[MATERIAL FOR THIS TASK — start]
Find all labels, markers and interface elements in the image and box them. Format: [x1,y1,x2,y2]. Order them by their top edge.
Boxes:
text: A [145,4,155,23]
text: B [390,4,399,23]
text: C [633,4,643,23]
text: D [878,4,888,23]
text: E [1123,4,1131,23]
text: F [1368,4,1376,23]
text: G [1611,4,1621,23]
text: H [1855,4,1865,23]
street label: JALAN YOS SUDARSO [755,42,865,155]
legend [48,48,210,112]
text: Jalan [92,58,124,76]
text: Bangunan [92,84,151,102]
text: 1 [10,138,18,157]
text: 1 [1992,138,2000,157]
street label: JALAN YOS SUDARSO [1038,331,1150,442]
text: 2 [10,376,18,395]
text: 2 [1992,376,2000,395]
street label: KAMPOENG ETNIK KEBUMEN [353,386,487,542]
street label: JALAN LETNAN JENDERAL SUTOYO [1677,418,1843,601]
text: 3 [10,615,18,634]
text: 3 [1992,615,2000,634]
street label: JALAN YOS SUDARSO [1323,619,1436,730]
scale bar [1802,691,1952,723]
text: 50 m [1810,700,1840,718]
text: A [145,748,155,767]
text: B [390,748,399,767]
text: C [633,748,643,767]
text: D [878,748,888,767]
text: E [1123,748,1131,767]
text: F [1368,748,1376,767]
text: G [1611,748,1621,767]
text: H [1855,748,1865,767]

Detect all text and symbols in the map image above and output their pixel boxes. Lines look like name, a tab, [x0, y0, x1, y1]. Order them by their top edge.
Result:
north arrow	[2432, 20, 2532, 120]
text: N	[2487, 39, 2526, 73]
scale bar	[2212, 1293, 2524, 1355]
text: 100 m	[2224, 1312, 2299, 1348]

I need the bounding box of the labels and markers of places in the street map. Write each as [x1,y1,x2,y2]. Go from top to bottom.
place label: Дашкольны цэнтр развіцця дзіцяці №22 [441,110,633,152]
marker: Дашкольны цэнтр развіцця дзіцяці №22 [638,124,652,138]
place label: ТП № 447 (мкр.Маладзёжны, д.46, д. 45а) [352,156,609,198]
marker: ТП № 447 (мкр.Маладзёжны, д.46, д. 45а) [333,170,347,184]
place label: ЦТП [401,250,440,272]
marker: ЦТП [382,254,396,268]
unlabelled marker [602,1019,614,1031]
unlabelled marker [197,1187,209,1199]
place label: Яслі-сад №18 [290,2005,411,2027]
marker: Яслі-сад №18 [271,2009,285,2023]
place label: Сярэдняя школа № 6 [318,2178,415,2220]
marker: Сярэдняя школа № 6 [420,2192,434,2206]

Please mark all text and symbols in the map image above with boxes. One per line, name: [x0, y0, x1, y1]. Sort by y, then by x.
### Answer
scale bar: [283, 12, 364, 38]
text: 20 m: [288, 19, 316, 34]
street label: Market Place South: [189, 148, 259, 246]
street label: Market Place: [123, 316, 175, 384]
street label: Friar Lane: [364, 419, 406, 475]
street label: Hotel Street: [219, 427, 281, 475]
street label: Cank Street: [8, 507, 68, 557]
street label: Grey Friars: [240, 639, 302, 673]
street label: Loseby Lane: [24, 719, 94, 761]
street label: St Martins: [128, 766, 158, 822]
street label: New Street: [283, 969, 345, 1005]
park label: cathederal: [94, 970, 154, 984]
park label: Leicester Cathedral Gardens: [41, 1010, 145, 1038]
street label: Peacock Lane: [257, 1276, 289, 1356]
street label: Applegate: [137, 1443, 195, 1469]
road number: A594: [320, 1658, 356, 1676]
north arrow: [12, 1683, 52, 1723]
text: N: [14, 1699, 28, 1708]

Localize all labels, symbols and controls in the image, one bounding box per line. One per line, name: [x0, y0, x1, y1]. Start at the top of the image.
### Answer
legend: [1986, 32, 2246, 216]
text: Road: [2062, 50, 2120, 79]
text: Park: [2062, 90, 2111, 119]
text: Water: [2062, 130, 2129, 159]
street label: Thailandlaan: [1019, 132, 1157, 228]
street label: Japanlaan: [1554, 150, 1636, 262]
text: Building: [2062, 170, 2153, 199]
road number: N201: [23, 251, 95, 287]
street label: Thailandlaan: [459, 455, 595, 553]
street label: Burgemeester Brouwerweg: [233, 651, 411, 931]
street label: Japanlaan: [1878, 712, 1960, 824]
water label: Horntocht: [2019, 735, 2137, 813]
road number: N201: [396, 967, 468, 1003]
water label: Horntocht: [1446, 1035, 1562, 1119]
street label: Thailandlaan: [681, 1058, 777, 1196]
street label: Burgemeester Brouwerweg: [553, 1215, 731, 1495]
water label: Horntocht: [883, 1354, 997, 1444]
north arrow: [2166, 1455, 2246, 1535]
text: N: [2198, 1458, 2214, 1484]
[MATERIAL FOR THIS TASK — finish]
**PROBLEM TO WORK ON**
Please say how many lines in the records above contain the word "Order", and give only that number.

**WRITTEN RESPONSE**
2